• **Data**
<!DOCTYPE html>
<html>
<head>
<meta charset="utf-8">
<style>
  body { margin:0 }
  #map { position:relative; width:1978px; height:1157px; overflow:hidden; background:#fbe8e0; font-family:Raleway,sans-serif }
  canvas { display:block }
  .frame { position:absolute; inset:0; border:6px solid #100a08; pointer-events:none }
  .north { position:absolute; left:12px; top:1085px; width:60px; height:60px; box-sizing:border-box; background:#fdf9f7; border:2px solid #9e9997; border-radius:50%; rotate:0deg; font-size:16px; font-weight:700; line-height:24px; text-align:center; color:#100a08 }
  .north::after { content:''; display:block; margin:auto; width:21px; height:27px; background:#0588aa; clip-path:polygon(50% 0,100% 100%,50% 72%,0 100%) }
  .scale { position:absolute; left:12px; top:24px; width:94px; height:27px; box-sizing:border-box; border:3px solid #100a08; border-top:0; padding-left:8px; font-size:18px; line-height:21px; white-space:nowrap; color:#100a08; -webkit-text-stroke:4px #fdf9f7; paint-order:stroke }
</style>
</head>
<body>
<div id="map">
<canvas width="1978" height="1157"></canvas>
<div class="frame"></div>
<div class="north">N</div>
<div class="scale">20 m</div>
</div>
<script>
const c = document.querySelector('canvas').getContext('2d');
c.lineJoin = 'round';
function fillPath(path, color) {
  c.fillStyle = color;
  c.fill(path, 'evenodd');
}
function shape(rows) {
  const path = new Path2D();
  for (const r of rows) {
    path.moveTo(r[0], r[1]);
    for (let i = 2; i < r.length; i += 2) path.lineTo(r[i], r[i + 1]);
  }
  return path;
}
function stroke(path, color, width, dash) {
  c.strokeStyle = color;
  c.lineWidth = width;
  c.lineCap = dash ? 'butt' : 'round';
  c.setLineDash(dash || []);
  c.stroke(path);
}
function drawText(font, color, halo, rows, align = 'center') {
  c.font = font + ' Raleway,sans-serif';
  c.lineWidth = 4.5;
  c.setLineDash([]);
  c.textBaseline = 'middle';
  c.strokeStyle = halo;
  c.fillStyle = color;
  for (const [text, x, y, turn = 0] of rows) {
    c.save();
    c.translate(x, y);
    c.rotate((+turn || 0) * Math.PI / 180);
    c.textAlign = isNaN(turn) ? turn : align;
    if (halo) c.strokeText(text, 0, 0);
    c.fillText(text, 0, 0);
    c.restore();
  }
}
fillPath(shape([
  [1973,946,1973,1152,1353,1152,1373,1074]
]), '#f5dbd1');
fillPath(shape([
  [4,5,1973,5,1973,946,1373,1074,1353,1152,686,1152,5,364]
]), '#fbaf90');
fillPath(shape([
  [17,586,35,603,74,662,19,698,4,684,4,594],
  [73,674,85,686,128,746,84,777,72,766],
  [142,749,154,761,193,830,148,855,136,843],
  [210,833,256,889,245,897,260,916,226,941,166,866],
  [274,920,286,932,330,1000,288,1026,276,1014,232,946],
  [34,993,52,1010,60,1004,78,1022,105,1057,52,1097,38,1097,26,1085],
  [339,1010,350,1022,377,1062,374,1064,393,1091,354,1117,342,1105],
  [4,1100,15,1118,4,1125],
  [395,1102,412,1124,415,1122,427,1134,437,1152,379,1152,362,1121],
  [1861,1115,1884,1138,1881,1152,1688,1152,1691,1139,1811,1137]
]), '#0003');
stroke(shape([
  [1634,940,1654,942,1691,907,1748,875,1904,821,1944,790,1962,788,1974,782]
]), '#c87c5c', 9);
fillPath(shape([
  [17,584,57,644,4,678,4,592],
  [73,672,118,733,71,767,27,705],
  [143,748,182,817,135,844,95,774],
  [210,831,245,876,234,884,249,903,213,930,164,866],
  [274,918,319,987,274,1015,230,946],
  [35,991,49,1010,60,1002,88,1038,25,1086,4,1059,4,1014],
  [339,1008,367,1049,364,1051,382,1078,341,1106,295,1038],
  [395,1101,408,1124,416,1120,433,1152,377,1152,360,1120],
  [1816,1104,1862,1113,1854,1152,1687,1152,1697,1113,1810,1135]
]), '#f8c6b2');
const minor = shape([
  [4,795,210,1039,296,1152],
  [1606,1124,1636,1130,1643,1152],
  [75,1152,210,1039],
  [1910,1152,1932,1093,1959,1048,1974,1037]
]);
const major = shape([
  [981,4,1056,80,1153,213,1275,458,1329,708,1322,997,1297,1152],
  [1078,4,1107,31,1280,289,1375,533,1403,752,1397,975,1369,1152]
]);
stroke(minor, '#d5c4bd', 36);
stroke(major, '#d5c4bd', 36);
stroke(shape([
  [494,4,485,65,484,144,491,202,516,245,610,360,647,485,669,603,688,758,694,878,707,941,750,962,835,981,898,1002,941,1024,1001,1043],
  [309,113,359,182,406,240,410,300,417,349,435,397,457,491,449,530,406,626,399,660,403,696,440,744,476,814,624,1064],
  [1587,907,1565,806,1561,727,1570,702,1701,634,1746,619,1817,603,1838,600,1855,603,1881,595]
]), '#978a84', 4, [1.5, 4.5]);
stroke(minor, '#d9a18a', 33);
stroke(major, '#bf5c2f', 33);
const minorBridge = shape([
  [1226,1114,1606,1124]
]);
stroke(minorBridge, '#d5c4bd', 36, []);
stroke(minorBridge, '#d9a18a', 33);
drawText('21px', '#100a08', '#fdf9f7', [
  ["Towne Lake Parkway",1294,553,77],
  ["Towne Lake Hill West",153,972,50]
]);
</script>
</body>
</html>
---
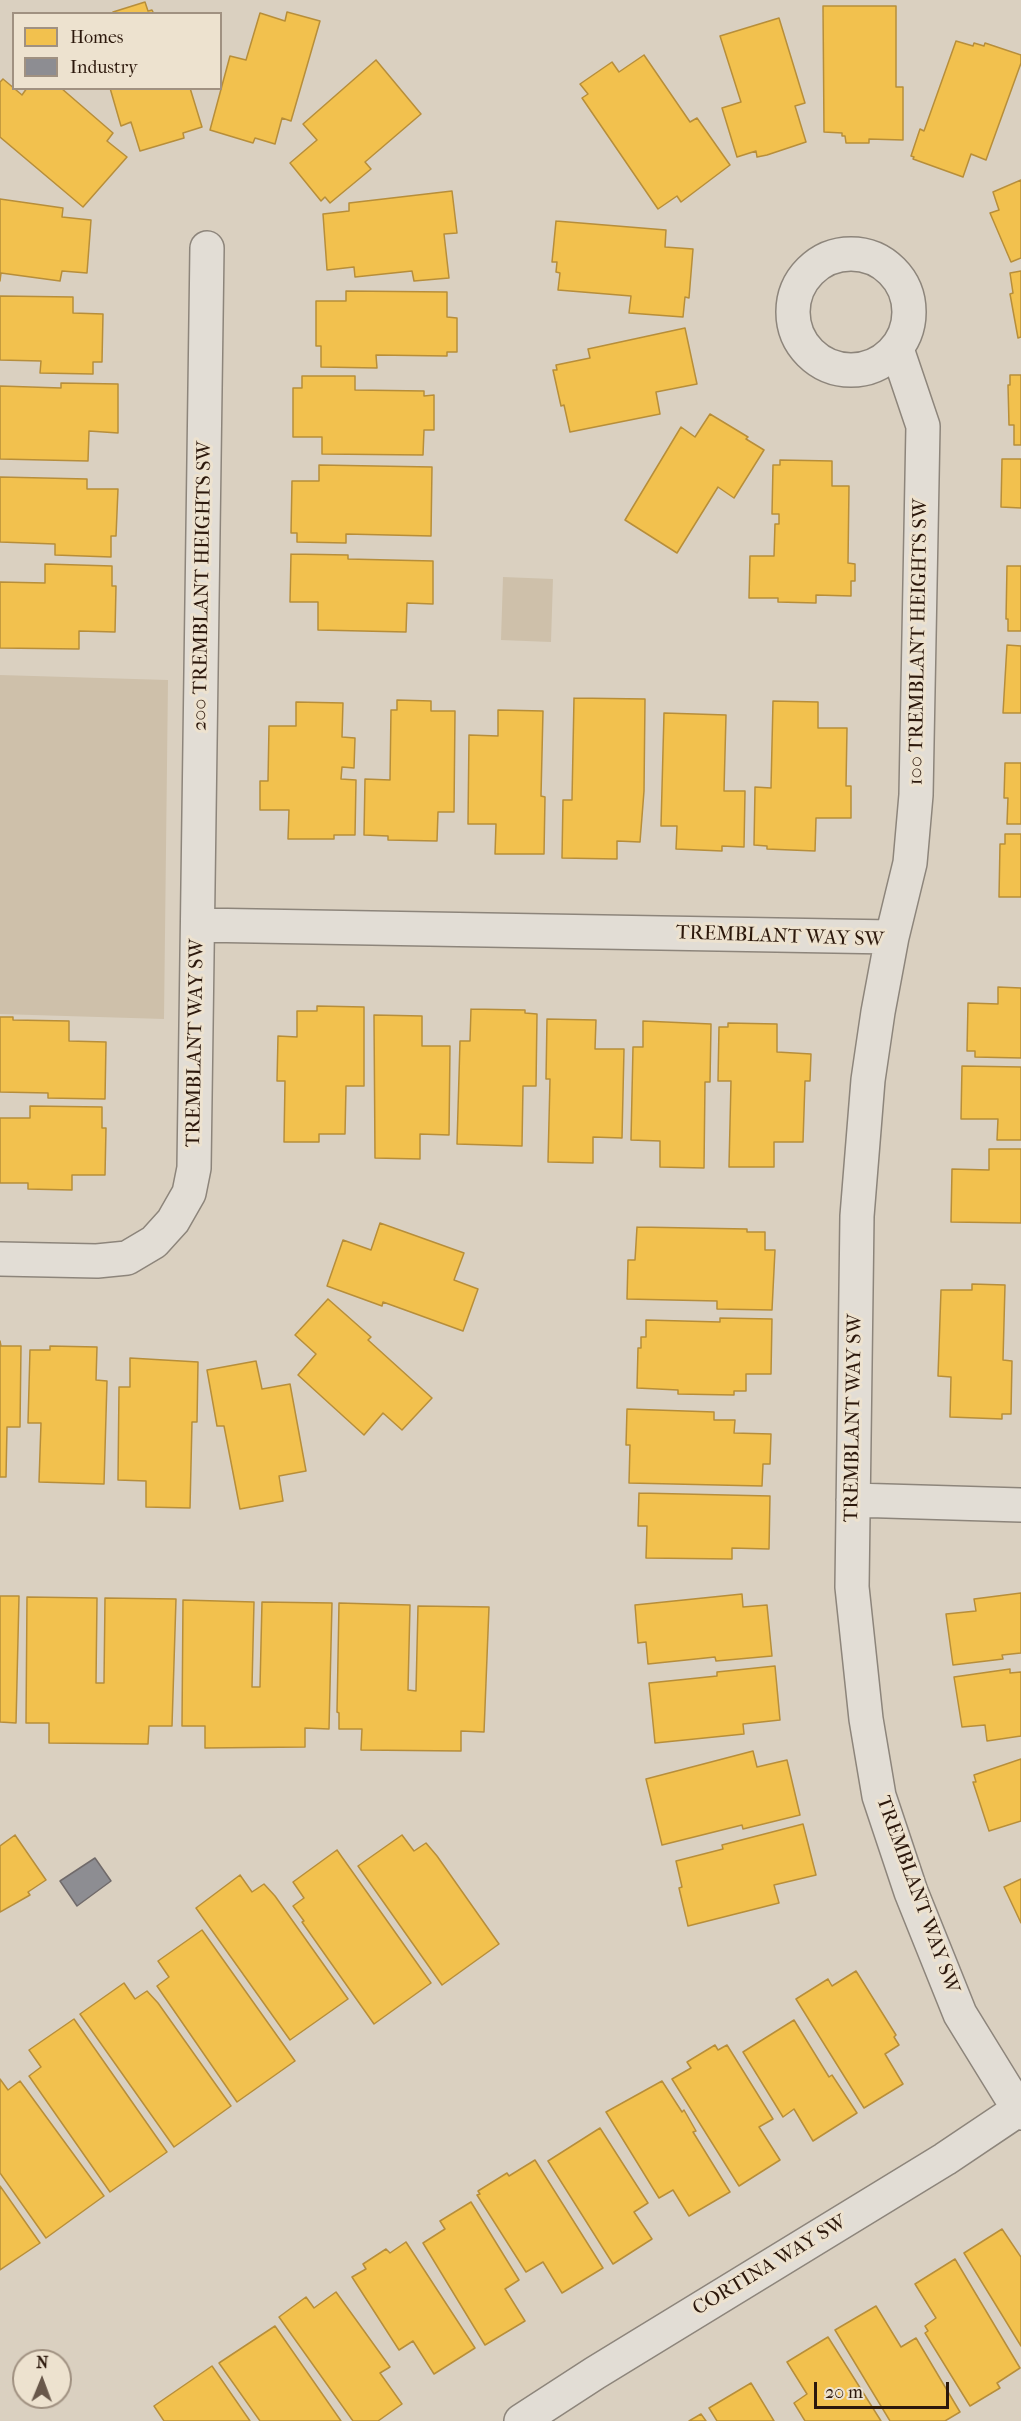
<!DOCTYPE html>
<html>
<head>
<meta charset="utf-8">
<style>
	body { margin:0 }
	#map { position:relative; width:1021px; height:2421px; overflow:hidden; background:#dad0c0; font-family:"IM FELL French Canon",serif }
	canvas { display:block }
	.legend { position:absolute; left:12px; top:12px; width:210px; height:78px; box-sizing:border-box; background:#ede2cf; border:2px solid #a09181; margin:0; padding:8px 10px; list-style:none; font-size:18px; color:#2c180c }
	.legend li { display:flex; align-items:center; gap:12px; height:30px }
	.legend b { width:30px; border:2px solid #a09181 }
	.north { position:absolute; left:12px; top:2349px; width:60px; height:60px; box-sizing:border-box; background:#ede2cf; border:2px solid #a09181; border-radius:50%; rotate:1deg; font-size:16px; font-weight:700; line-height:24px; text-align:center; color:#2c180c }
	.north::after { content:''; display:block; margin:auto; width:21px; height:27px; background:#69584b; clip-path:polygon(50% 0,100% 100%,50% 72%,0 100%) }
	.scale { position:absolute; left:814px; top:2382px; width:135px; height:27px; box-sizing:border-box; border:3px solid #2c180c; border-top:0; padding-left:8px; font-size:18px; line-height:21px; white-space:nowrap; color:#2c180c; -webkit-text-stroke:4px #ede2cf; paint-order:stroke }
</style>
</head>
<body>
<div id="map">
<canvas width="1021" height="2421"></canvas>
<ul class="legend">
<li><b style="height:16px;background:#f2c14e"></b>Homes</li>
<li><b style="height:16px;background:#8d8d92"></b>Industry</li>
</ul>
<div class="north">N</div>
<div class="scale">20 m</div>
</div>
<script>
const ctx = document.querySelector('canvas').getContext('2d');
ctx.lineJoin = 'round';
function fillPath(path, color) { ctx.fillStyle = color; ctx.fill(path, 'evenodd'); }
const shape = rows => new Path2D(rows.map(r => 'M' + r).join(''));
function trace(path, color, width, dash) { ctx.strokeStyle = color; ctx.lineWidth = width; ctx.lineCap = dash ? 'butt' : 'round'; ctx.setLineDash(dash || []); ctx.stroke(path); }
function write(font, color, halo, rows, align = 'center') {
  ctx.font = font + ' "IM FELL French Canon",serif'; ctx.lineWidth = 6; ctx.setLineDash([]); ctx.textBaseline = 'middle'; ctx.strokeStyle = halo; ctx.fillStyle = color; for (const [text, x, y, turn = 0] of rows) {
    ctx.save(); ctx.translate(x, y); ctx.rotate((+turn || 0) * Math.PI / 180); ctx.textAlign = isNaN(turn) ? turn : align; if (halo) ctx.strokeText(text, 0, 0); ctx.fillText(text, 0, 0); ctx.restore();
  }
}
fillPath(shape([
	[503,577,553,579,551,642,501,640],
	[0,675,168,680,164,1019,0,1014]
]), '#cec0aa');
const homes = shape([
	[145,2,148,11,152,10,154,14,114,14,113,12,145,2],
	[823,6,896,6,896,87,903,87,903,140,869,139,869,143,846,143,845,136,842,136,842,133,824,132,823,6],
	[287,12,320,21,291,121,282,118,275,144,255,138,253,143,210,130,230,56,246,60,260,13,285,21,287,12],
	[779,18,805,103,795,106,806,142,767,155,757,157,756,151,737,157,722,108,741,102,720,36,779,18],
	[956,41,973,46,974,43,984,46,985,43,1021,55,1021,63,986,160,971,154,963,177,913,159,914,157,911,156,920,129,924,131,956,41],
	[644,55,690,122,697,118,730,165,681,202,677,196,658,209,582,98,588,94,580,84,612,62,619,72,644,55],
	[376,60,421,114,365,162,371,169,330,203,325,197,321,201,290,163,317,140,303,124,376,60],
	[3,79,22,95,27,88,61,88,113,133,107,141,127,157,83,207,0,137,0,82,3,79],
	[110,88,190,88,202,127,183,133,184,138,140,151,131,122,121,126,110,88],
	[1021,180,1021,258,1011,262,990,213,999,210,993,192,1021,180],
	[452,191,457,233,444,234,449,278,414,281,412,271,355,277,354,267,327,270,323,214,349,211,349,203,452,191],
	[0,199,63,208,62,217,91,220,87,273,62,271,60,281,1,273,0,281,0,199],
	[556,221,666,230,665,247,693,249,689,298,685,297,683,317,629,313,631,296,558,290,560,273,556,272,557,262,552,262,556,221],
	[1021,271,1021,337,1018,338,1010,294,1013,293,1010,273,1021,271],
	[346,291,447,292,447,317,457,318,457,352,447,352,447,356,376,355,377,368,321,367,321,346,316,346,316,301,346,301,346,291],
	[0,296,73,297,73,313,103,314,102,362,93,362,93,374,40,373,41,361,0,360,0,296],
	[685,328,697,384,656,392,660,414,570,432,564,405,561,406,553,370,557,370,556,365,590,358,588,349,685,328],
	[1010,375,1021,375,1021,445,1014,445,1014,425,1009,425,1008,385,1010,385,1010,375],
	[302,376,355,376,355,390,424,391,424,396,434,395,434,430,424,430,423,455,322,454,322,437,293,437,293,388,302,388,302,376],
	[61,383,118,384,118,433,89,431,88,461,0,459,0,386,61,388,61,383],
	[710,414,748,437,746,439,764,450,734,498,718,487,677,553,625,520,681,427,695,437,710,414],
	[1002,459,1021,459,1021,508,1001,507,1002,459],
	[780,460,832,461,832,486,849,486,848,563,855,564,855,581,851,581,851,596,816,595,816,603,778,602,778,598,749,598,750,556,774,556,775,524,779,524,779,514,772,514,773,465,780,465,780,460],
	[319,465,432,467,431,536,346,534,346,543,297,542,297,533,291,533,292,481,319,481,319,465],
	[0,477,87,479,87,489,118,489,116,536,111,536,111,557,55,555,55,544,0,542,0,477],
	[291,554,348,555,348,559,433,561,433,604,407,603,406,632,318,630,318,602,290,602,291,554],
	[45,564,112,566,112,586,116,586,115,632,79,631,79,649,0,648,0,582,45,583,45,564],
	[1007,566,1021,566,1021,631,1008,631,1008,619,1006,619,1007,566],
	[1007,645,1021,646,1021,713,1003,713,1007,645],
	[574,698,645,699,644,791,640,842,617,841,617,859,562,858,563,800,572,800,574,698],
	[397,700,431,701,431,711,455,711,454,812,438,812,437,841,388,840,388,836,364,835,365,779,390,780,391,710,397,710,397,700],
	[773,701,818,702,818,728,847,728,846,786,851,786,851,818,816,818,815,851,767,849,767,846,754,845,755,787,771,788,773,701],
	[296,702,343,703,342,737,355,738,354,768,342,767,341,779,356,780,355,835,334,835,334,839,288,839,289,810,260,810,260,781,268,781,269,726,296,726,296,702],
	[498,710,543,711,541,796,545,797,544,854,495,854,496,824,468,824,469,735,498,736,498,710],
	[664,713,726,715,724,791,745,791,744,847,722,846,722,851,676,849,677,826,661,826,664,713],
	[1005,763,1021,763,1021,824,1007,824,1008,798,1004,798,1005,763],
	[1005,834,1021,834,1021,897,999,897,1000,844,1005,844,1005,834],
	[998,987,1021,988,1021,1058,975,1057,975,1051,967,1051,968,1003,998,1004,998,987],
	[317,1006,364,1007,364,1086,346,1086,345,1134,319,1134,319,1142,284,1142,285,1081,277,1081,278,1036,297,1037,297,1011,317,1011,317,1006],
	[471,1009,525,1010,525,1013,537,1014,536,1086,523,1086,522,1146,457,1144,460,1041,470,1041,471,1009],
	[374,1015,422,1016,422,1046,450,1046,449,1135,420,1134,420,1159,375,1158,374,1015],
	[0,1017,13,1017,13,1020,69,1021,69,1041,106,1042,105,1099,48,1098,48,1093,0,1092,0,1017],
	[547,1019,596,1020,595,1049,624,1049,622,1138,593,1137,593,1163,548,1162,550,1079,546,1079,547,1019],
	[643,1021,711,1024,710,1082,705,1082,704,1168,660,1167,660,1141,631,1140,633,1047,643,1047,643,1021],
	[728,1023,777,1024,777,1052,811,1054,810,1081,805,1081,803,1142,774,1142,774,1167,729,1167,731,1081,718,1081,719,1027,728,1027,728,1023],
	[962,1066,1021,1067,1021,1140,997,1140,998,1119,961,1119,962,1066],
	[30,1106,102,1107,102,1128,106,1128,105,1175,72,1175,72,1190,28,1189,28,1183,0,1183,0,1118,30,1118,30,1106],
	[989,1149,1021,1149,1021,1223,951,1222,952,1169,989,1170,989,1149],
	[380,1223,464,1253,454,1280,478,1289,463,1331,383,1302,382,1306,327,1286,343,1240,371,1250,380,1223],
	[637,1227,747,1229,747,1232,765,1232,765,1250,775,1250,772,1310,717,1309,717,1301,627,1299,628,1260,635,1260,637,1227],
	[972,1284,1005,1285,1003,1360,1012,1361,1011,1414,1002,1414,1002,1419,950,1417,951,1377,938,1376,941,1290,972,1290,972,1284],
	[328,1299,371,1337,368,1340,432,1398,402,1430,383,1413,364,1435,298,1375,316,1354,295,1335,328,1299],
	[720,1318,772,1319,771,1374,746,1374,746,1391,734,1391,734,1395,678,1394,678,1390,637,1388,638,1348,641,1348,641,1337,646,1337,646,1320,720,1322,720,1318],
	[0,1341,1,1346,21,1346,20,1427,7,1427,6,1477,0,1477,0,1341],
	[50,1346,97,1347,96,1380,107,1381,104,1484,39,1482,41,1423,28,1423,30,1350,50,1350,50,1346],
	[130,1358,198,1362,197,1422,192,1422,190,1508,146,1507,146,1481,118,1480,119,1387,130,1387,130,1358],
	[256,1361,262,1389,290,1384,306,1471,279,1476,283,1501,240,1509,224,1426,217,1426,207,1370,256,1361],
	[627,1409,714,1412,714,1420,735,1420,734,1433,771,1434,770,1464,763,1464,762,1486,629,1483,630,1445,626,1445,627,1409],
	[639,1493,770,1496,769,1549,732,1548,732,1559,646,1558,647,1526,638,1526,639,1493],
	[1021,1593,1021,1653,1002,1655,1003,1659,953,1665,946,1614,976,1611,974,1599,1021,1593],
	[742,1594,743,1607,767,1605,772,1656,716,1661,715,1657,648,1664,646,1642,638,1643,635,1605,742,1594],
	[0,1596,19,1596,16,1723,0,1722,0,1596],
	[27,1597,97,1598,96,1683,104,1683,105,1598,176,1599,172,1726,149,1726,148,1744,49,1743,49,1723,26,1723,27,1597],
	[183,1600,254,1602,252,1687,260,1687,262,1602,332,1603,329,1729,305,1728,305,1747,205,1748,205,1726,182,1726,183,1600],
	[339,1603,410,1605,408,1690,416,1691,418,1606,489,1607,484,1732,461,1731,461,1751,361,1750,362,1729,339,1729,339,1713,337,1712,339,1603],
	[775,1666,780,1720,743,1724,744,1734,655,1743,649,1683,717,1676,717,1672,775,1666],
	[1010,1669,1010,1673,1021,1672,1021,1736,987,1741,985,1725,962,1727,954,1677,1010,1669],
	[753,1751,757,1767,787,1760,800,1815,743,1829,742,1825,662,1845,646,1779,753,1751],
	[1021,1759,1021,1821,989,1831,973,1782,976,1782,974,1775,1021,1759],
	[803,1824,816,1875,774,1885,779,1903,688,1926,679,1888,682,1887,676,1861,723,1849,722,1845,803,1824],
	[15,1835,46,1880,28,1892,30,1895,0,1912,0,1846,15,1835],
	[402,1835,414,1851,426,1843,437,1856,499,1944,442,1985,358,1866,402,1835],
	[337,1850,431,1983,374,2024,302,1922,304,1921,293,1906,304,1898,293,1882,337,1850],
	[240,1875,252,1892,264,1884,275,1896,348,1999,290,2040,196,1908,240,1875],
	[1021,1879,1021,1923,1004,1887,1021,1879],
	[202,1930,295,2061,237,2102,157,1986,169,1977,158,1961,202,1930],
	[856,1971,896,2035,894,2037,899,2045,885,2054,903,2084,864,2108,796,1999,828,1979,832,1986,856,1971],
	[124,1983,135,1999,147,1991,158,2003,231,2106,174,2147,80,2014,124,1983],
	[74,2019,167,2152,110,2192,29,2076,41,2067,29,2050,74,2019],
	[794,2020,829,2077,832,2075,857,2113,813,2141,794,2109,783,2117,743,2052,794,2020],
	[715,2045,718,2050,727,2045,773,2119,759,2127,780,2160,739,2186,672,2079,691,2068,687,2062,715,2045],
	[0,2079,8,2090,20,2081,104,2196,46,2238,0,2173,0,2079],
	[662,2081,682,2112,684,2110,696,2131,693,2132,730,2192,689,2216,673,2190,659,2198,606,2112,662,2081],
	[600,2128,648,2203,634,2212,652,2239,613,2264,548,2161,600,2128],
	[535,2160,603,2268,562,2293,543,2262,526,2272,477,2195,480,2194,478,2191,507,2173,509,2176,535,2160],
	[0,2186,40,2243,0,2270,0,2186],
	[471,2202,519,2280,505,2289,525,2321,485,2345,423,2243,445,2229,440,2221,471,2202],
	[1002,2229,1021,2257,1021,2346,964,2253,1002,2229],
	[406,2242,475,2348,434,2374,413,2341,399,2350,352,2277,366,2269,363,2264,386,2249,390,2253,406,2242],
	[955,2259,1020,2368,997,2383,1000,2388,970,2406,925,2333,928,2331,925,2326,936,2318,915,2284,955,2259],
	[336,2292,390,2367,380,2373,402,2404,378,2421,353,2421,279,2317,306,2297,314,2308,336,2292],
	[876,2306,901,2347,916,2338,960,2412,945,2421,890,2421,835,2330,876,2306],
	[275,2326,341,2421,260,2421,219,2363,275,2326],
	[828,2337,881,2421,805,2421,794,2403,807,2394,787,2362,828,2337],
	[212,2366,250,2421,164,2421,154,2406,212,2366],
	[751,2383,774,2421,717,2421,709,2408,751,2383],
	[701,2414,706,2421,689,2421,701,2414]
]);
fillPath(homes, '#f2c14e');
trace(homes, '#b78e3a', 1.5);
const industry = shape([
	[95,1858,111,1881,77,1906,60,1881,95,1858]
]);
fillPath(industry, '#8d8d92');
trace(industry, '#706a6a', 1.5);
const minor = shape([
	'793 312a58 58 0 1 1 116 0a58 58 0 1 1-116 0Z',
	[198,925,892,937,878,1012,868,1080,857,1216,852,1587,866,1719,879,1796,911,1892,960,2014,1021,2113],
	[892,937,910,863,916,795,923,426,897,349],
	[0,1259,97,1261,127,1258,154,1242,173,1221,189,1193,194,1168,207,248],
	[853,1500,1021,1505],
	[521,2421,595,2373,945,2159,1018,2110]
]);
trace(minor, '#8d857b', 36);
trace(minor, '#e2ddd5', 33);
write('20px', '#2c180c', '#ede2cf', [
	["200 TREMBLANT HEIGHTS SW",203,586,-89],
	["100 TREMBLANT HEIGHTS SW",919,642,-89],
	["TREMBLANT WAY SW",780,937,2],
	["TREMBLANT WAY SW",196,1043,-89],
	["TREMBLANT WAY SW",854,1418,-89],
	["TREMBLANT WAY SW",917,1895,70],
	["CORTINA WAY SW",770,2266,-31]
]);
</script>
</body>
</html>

• **Required action**
Give back exactly the lines of the listing above that run from the line with "c.lineCap = dash ? 'butt' : 'round';" to the line with "[1973,946,1973,1152,1353,1152,1373,1074]", inclusive.

• **Written solution**
  c.lineCap = dash ? 'butt' : 'round';
  c.setLineDash(dash || []);
  c.stroke(path);
}
function drawText(font, color, halo, rows, align = 'center') {
  c.font = font + ' Raleway,sans-serif';
  c.lineWidth = 4.5;
  c.setLineDash([]);
  c.textBaseline = 'middle';
  c.strokeStyle = halo;
  c.fillStyle = color;
  for (const [text, x, y, turn = 0] of rows) {
    c.save();
    c.translate(x, y);
    c.rotate((+turn || 0) * Math.PI / 180);
    c.textAlign = isNaN(turn) ? turn : align;
    if (halo) c.strokeText(text, 0, 0);
    c.fillText(text, 0, 0);
    c.restore();
  }
}
fillPath(shape([
  [1973,946,1973,1152,1353,1152,1373,1074]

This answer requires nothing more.